All of the columns in Object Type , when i convert df[“Date”] to datetime it’s not converted , df[“Amount”] to float it’s not converted , and a sound from my mind “let’s do this ” so i gone through each and every column it’s not a cleaned data , it’s still messy
so i found what are the things making my df[“Date”] to not convert-able column :
for i in Date.unique():
if len(i) >10 :
print(i)
elif i[-5] != "/":
print(i)---------------------------------------
output:
05/072018
01/07/015
\\xc2\\xa010/7/2015
12/05.2015
13/04.2015
15/01.2015
22/01//2015
so these are the date’s that caused me problem i fixed those
And moved to df[“Amount]:
I found lots of characters and symbols in the amount columns so i wrote code that only scrape the [0–9] and [ . ] with the help of re library.
import redef modifiy_int(amt): if amt is np.nan:
return np.nan
x = re.compile(“[\d|.]”)
x=x.findall(amt)
if len(x) >0 : return ‘’.join(x)
else:
return np.nan
And this solved my problems after that i filled all the NaN values with mean and mode so it finished my data cleaning area , and moved to visualization the DataSet source have a good questions.
Possible questions which could be answered are:How does the funding ecosystem change with time?
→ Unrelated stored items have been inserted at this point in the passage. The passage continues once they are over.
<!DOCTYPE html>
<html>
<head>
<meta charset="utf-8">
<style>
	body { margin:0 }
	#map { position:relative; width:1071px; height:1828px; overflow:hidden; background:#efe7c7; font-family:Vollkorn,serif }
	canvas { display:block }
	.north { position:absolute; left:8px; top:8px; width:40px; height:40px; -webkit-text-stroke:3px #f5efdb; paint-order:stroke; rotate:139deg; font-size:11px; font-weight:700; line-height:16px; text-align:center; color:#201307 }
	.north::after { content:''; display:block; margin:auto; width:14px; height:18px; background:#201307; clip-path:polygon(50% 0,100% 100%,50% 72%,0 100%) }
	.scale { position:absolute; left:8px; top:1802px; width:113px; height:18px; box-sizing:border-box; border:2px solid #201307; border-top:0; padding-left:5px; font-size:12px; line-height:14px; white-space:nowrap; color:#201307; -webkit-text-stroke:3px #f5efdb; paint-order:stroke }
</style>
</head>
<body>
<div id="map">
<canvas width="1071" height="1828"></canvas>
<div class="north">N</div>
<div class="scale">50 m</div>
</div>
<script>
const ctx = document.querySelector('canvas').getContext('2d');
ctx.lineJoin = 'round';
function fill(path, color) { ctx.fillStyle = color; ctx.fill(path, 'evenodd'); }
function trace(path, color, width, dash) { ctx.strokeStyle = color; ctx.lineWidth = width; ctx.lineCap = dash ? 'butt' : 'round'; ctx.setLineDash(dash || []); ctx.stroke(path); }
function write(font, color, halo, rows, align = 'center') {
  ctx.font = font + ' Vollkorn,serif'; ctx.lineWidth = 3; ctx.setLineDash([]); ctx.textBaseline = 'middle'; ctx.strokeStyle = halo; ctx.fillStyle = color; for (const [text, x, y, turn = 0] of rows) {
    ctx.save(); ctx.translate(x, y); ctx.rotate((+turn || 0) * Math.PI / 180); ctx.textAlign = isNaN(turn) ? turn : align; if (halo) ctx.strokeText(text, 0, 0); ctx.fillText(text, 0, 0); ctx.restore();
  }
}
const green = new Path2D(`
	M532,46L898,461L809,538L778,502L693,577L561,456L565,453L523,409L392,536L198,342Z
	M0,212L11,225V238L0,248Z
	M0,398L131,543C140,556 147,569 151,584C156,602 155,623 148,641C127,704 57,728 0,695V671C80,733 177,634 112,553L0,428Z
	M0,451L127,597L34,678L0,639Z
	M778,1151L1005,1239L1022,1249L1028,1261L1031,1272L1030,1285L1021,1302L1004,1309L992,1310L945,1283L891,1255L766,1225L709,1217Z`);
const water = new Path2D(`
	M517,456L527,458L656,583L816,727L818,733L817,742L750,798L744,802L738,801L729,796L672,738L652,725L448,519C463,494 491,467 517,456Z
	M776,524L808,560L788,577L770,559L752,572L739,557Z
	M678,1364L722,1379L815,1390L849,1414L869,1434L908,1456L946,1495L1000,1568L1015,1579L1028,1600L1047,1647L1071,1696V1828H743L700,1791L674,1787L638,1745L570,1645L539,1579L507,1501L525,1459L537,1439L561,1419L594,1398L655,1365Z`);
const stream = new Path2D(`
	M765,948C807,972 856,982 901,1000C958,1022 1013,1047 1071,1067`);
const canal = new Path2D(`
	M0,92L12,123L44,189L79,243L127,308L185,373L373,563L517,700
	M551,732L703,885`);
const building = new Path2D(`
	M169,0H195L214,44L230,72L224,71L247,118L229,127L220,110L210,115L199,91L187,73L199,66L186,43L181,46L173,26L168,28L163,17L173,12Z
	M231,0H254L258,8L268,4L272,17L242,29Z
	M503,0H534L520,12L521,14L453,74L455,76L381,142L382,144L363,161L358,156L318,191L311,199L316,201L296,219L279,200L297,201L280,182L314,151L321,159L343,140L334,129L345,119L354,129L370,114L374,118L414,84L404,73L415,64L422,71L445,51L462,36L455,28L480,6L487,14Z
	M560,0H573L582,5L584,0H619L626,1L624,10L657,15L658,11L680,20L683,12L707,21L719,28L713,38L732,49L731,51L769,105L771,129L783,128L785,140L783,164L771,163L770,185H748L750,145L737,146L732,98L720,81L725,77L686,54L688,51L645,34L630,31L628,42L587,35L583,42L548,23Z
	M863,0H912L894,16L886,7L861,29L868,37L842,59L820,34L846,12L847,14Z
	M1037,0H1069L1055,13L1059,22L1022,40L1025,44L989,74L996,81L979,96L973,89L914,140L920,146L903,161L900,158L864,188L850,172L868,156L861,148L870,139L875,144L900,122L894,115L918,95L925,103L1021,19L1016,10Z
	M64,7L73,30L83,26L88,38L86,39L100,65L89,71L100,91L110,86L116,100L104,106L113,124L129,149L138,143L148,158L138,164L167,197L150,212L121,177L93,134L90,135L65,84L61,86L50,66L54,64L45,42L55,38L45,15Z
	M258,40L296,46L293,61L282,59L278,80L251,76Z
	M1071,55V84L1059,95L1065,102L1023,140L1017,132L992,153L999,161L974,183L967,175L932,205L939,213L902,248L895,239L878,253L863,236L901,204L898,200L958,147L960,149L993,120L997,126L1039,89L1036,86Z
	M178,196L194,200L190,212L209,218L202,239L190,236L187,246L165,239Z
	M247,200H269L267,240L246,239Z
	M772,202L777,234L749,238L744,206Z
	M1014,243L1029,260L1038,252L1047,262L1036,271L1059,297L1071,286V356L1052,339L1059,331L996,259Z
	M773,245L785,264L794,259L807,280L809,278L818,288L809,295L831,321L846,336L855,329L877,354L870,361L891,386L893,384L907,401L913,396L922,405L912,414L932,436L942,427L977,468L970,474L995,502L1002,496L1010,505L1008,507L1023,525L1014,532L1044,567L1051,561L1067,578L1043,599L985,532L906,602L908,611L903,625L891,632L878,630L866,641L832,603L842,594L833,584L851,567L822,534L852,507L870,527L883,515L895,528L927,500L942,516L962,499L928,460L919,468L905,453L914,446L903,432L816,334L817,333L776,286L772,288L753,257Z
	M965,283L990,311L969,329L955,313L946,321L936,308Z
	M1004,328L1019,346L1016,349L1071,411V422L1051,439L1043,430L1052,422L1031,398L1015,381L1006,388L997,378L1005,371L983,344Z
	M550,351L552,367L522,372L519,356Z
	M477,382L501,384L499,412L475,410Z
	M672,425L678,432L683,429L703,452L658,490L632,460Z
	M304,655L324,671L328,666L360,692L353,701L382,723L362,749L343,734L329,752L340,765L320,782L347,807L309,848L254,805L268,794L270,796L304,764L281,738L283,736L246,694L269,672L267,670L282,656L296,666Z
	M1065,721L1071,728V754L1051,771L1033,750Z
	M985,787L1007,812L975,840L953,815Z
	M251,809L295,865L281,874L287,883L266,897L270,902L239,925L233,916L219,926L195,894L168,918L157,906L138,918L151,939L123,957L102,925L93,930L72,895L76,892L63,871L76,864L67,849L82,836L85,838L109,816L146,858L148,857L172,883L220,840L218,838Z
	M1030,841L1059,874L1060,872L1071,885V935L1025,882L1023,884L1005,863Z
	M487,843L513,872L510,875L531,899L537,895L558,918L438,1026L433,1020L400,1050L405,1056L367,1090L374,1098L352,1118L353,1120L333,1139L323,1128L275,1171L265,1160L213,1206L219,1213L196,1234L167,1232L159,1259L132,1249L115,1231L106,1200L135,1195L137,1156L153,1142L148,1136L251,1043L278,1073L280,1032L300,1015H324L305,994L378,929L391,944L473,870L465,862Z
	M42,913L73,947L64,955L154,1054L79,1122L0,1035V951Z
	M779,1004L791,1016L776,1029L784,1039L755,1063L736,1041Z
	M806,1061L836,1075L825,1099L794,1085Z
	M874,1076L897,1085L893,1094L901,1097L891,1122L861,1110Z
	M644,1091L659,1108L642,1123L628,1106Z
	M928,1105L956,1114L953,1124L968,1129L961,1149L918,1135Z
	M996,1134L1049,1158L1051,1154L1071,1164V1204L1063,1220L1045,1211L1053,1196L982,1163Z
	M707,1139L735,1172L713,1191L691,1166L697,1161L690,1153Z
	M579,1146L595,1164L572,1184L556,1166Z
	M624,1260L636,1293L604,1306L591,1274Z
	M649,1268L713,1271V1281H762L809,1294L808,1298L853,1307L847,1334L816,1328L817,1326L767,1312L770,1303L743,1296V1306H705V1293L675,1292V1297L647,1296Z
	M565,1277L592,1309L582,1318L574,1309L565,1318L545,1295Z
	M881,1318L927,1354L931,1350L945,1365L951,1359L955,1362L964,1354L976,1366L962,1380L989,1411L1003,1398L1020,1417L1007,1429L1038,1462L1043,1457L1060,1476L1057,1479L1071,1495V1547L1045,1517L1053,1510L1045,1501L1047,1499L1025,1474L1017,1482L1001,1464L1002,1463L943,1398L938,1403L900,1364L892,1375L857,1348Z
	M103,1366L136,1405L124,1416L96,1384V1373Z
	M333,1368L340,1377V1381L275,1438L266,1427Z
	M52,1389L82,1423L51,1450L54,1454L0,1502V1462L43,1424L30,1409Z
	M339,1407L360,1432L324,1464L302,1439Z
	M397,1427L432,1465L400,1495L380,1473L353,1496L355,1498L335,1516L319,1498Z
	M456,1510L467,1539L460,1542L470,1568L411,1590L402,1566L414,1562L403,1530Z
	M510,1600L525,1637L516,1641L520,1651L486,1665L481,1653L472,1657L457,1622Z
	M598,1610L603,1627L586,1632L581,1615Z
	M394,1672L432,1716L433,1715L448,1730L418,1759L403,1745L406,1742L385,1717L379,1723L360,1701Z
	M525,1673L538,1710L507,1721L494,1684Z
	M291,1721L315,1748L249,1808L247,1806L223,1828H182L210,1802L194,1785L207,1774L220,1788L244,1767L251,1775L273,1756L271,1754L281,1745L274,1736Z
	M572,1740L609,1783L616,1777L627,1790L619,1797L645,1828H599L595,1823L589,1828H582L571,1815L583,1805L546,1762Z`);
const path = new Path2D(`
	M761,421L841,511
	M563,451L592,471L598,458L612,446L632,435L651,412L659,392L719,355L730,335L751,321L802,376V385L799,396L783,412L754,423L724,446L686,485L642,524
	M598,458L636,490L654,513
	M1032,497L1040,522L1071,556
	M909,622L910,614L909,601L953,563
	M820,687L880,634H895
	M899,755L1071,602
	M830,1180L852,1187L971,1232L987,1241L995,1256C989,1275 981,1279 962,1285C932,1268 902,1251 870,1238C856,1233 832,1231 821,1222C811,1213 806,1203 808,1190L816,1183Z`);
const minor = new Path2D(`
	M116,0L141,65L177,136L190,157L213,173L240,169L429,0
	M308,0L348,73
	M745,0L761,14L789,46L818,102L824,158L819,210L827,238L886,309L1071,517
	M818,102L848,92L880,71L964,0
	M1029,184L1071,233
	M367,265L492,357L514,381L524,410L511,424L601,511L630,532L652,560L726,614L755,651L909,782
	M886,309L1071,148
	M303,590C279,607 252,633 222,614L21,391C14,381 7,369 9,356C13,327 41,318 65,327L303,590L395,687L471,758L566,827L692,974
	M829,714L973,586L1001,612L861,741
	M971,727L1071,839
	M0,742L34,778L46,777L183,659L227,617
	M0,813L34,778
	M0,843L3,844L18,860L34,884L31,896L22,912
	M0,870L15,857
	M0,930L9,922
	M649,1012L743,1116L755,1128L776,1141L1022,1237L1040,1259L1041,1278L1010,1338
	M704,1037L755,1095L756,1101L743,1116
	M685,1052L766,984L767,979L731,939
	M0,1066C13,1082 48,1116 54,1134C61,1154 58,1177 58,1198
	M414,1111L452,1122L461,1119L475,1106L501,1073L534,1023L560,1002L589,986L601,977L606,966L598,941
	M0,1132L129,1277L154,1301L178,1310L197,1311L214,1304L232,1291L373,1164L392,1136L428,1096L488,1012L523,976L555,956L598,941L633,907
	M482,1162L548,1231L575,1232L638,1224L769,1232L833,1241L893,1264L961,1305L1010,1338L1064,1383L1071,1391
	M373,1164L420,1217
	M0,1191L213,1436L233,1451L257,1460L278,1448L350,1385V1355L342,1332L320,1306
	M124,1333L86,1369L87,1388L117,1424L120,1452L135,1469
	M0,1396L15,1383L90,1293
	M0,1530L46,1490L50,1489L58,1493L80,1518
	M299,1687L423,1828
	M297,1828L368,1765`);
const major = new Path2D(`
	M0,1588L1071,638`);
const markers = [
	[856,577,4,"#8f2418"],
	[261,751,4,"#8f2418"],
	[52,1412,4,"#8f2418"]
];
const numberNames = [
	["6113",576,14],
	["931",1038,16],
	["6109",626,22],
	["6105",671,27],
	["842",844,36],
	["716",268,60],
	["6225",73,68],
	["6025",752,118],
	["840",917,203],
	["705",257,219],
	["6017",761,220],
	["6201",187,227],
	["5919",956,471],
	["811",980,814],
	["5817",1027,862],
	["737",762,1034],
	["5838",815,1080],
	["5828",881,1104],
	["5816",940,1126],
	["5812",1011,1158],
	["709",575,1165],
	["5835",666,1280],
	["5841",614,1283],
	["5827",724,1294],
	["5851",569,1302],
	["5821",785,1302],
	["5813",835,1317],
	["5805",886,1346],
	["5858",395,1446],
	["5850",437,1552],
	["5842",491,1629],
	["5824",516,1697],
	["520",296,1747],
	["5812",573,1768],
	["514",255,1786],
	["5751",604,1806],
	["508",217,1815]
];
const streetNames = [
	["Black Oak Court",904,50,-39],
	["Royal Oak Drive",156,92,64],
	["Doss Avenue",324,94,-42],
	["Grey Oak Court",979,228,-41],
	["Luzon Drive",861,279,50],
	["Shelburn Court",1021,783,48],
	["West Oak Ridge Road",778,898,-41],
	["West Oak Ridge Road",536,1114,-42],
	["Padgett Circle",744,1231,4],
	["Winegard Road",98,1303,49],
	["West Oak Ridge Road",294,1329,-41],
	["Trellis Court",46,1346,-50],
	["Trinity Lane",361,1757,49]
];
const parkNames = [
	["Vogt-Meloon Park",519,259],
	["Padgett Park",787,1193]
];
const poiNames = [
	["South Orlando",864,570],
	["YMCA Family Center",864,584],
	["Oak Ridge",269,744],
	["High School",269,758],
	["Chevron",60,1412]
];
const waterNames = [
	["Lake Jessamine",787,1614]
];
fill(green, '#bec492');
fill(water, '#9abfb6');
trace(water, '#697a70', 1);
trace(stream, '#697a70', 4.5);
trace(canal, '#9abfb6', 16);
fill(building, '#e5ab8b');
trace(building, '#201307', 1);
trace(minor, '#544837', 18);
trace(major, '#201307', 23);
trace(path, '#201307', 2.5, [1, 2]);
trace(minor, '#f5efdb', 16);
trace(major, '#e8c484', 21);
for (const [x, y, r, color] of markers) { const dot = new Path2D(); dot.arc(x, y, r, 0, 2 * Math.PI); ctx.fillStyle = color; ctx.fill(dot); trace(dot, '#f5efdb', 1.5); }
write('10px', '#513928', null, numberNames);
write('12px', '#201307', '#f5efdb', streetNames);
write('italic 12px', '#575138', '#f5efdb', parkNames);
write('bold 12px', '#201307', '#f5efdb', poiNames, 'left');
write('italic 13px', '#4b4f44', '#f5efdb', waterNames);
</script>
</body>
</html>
Do cities play a major role in funding?
Which industries are favored by investors for funding?
Who are the important investors in the Indian Ecosystem?
How much funds does startups generally get in India?
so i plotted few graphs on based that question ,
And I planned to take more dataset for my practice for next week till the September ends.
2)So what about IBM data science ?
I’m not a judge to say the result , I’ll say my opinion the course i took is Data Analysis with pandas part of IBM DS module. In this weak trust me i completed the 4 weeks course in a half-day the 5th weak is model creation i haven’t viewed the videos because i have planned the path to learn Machine Learning because I already know how the Algorithms works Theoretically (5–6 months ago) so i need to learn the math way. I think they haven’t coverd all the pandas function , EDA but they covered the Most Famous techniques.
3) Resources of the Week:
kaggle : Trust me we need to do lots of practice , Tera bytes of practice , while practice we can learn a lot , no matter at what stage you’re now , try to analyze a dataset with what you have learned.